Artificial Intelligence Forcing Industries Everywhere To Re-Adapt
January 24, 19If, in retrospect, in 2018 there seemed to be articles almost every day relating to the development of Artificial Intelligence (AI) and its effect on jobs and the economy, we can reasonably expect to read even more this year. Investment in the sector is huge, with China, reportedly, leading the way, channeling as much as $10 billion annually into the field.
That has led, needless to say, to many apocalyptic articles suggesting that the age of the common worker is over. AI is expected, in the coming years, to automate millions, tens of millions or even hundreds of millions of jobs. Some see mass unemployment as a natural corollary.
Within the next decade, AI is expected to be able to write a high school essay and drive vehicles better than a human being can, some analysts believe there is a 50% chance that AI will outperform all human tasks within 45 years and automate all jobs in the next century. Then again, as far back as the mid-1970s, a paperless office was predicted by 1990. Look around your office and see how far that idea has come.
The development of AI solutions in recent years has been extraordinary. Two years ago, Google’s DeepMind lab came up with a machine that could beat a professional player at the ancient board game Go. Called AlphaGo, it defeated the European champion Fan Hui by five games to zero. AlphaGo then beat Lee Sedol, the best Go player of the last decade. Senior AI experts had believed it would take another decade before a machine could solve the game which is incredibly difficult. Go is said to have more possible board positions than there are atoms in the universe. As a result, the best players are said to win using their intuition rather than sheer calculation. The unsentimental machine made moves that left the human beings – the researchers and players – bewildered, but also led them to think that the path to “superintelligence” may not be so far away after all.
I was reminded again of this fascinating topic this week – and the possible effect on the global diamond industry – by the announcement by Israeli technology company Sarine Technologies that it will inaugurate its new, fully automated diamond grading lab during the January 28-30 International Diamond Week in Israel (IDWI).
The launch of the only such facility based on artificial intelligence (AI) follows an initial pilot of the lab facility that opened in February 2018.
The Sarine lab offers automated diamond grading reports, based on machine learning and monitored by expert gemologists, which supplies objective, consistent grading results, the firm said. The company said its lab also offers science-based Light Performance grading, measuring brilliance, sparkle, fire and light symmetry which objectively assesses the beauty of the diamond and adds value beyond the 4Cs.
The narrative of the diamond industry for hundreds of years has been one of experienced craftspeople sitting and examining diamonds up close. Only the human eye can see how a diamond can be cut and polished and its value assessed.

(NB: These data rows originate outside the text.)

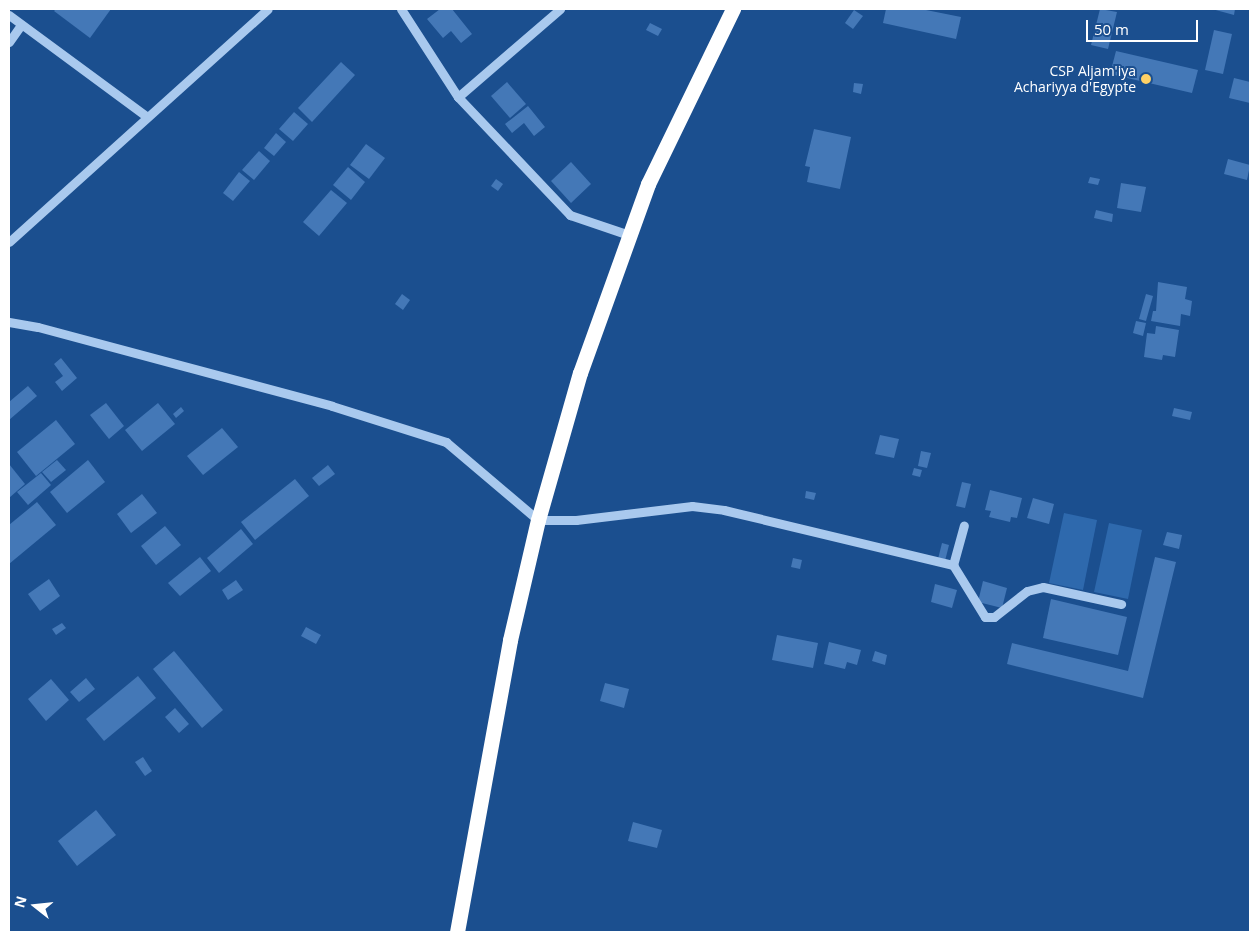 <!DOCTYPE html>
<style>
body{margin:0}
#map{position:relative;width:1259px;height:941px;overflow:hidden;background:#1b4f8f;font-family:"Open Sans",sans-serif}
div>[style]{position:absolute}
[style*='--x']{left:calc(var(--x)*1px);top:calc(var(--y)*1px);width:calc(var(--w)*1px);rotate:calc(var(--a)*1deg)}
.green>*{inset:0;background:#2e69ad}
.building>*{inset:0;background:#4478b7}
.minor>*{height:9px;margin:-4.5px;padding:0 4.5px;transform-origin:4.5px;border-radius:4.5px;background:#a9c9ee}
.highway>*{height:15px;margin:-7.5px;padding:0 7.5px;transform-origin:7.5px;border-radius:7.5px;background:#fff}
.dots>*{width:14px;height:14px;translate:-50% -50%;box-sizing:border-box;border:2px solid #1b4f8f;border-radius:50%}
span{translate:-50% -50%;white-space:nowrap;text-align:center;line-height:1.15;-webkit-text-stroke:4px #1b4f8f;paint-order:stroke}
.poi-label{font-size:14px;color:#fff}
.right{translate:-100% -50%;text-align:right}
.frame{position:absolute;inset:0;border:10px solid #fff;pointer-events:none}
.north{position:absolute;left:10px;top:881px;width:50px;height:50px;-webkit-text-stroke:4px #1b4f8f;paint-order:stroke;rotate:286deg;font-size:14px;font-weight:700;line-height:20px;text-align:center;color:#fff}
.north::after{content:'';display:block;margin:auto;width:18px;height:22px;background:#fff;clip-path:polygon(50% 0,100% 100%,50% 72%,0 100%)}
.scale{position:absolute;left:1086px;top:20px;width:112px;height:22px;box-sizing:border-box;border:2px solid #fff;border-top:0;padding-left:6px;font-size:15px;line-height:18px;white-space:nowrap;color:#fff;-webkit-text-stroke:4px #1b4f8f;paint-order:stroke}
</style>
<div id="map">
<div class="green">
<i style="clip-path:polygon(1064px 513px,1097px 520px,1083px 590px,1049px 583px)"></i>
<i style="clip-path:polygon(1109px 523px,1142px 530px,1128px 599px,1094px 592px)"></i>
</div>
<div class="building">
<i style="clip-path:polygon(56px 9px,111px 9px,90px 38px,54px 11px)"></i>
<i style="clip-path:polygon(440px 9px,452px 9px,472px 34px,461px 43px,451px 31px,443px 38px,427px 19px)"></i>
<i style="clip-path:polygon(886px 9px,921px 9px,961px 17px,956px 39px,883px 23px)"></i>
<i style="clip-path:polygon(1100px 9px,1117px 12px,1108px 49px,1091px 45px)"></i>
<i style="clip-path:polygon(1212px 9px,1235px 9px,1234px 15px)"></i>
<i style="clip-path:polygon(854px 10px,863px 16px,853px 29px,845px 23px)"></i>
<i style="clip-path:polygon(650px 23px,662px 29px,658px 36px,646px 30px)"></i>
<i style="clip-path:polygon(1214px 30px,1232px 34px,1223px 74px,1205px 70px)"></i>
<i style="clip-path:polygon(1116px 51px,1198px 70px,1192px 93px,1110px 74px)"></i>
<i style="clip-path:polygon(341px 62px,355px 75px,312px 122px,298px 108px)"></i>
<i style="clip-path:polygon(1234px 78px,1250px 82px,1250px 103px,1229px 98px)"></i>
<i style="clip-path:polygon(507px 82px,526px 104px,510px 118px,491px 96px)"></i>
<i style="clip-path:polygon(854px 83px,863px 84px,861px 94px,853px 92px)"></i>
<i style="clip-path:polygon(528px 106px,545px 127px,534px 136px,524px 123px,512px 133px,505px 124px)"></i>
<i style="clip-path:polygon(294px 112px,308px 124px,293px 141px,279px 129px)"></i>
<i style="clip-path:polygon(814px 129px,851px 137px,840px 189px,807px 182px,810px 167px,805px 166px)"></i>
<i style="clip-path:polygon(276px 133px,286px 142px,274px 156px,264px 148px)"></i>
<i style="clip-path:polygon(366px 144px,385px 158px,369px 179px,350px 165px)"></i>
<i style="clip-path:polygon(259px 151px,270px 161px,254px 180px,242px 170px)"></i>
<i style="clip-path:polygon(1228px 159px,1250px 165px,1247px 180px,1224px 174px)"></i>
<i style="clip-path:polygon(571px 162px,591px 184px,571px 203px,551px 181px)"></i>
<i style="clip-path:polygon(348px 167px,365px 182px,351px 200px,333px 185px)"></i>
<i style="clip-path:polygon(239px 172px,250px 181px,233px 201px,223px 193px)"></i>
<i style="clip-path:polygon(1090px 177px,1100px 179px,1098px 185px,1088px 183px)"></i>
<i style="clip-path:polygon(496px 179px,503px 184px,498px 191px,491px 186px)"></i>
<i style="clip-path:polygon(1121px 183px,1146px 187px,1141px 212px,1117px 208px)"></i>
<i style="clip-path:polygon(331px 190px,347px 203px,319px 236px,303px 222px)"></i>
<i style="clip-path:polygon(1096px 210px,1113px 214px,1112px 222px,1094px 218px)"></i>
<i style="clip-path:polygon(1158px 282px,1187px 287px,1185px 299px,1192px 301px,1190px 316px,1181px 314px,1180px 326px,1151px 321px,1153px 311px,1156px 311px)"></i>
<i style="clip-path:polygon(402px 294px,410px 300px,403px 310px,395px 304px)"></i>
<i style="clip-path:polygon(1146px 294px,1153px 296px,1146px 321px,1139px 319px)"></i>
<i style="clip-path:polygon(1136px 321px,1146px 323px,1143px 336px,1133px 333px)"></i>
<i style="clip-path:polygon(1156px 326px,1179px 330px,1175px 357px,1163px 355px,1162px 360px,1144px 357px,1147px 333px,1155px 334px)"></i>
<i style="clip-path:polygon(61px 358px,77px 378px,62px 391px,55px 382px,63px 376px,54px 364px)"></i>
<i style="clip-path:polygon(28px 386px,37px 396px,9px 420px,9px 402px)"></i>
<i style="clip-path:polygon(106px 403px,124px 426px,109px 439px,90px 415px)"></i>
<i style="clip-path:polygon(158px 403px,175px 424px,142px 451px,125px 430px)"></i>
<i style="clip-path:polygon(181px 407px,184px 411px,176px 418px,173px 414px)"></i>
<i style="clip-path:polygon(1174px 408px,1192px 412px,1190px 420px,1172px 416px)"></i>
<i style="clip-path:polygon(56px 420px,75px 444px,36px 476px,17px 452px)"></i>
<i style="clip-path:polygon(222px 428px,238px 447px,203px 475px,187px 456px)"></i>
<i style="clip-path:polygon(880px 435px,899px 439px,894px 458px,875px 454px)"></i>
<i style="clip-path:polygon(921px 451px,931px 453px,927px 468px,918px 466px)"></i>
<i style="clip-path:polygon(57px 460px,66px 470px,51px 482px,42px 472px)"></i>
<i style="clip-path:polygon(88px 460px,105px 482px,67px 513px,50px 492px)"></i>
<i style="clip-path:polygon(9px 464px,25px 484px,9px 498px)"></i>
<i style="clip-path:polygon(328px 465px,335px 474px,319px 486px,312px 478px)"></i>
<i style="clip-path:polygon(914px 468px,922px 470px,920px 477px,912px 475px)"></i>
<i style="clip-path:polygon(41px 473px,51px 485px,28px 505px,17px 492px)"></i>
<i style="clip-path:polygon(295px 479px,309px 496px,255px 540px,241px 522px)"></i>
<i style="clip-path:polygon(962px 482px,971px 484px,965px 508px,956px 506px)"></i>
<i style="clip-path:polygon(990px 490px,1022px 498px,1017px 518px,1011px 517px,1010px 522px,989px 517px,991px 511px,985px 510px)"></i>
<i style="clip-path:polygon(806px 491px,816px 493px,814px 500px,805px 498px)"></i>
<i style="clip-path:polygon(142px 494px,157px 513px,131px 533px,117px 514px)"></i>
<i style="clip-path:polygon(1033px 498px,1054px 504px,1049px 524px,1027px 518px)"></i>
<i style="clip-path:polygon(37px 502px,56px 525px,9px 564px,9px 525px)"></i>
<i style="clip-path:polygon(165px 526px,181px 545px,156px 565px,141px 546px)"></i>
<i style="clip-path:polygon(241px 529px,253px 544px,219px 573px,207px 558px)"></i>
<i style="clip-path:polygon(1167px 532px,1182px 535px,1179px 549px,1163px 545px)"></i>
<i style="clip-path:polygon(942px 543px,949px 545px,945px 561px,938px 559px)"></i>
<i style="clip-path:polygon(200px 557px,211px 571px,180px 596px,168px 583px)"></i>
<i style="clip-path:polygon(1155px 557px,1176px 562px,1143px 698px,1007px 664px,1012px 643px,1128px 671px)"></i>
<i style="clip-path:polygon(793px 558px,802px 560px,800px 569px,791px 567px)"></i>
<i style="clip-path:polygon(49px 579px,60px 596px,40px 611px,28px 594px)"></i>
<i style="clip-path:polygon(236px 580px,243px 590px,228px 600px,222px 590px)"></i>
<i style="clip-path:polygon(983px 581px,1007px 588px,1002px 608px,978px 602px)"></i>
<i style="clip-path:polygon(935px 584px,957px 590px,952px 608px,931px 602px)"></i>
<i style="clip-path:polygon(1051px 599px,1127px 617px,1118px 655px,1043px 638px)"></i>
<i style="clip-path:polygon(62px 623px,66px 628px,56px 635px,52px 629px)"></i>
<i style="clip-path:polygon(306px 627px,321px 635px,316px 644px,301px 636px)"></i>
<i style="clip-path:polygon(777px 635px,818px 643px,813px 668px,772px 660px)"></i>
<i style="clip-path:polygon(829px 642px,861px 650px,857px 665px,847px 662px,845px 669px,824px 664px)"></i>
<i style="clip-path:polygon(174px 651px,223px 710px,202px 728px,153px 669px)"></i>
<i style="clip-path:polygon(875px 651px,887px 655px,885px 665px,872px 661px)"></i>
<i style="clip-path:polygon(138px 676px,156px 698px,104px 741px,86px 719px)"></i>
<i style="clip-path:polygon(86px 678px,95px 689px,79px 702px,70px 692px)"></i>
<i style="clip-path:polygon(51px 679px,69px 700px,46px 721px,28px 699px)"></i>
<i style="clip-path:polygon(605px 683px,629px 689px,624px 708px,600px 701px)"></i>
<i style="clip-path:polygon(175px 708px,189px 724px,179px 733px,165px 717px)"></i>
<i style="clip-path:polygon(143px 757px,152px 771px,145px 776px,135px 762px)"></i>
<i style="clip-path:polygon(96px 810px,116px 835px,77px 866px,58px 841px)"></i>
<i style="clip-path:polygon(633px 822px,662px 830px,657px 848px,628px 841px)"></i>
</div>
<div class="minor">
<i style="--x:401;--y:9;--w:105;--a:57.1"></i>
<i style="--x:458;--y:97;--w:135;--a:-40.8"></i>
<i style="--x:9;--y:15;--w:170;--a:36.4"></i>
<i style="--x:9;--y:42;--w:21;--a:-55"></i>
<i style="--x:458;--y:97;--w:163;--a:46.5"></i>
<i style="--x:570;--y:215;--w:62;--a:18.7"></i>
<i style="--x:9;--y:242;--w:348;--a:-42"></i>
<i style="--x:9;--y:322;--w:29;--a:10"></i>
<i style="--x:38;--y:327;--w:304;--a:15"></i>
<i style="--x:332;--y:406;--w:120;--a:17.5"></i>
<i style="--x:446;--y:442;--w:121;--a:40.3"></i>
<i style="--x:538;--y:520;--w:38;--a:0"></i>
<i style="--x:576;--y:520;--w:117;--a:-6.9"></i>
<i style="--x:692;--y:506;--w:32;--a:7"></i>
<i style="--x:724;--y:510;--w:236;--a:13.5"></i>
<i style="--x:953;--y:565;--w:61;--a:58.4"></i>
<i style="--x:985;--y:617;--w:9;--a:0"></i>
<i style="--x:994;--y:617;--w:42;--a:-38.2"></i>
<i style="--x:1027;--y:591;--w:16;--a:-14"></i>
<i style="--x:1043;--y:587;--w:80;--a:12.3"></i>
<i style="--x:953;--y:565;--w:41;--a:-74.6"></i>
</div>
<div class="highway">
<i style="--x:457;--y:932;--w:297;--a:-79.7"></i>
<i style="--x:510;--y:640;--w:123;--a:-76.9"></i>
<i style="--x:538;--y:520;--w:153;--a:-74.1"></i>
<i style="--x:580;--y:373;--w:201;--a:-70.2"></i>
<i style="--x:648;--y:184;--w:195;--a:-64.1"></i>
</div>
<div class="dots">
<i style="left:1146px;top:79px;background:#ffd166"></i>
</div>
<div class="poi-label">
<span class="right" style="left:1136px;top:79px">CSP Aljam'iya<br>Achariyya d'Egypte</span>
</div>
<div class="frame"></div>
<div class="north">N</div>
<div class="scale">50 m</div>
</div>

But the advent of AI is likely to change the reality of the diamond industry just as it is impacting other businesses. If an autonomous car can be developed to pick you up, deliver you to your destination and then continue to the next customer, then a machine that can inspect a diamond based on certain parameters does not seem like too much of a stretch.
Sarine says the labs will be part of a network of advanced, automated gemological labs. Based on what Sarine describes as its breakthrough in artificial intelligence-based technologies, the lab will include automated, accurate, consistent, and objective grading of a polished diamond's clarity and color.
"I believe that in another 5-10 years automated color/clarity reports will be the standard," said David Block, CEO of the Sarine Group. "Technology can provide grading services that are consistent and repeatable. Currently, the same diamond can receive a report with a difference of 2-3 grades from different labs. That clearly can't happen with our technology which we are continuously checking and improving."
Does it mean that some jobs are going to be lost, never to return? Probably. Then again, many jobs have been lost over the past decades due to globalization and not as a result of AI or technology. People have had to learn to adapt. Does AI also mean that people will be thrown onto the scrapheap? Again, new jobs will be created, thus providing different job opportunities. My personal feeling is that many formerly reasonably well-paying jobs that provided millions of middle class people with a solid footing in life will to come to an end, just as many already have. The market decides everything, good and bad, and the diamond trade, just like all others will have to adapt to new realities.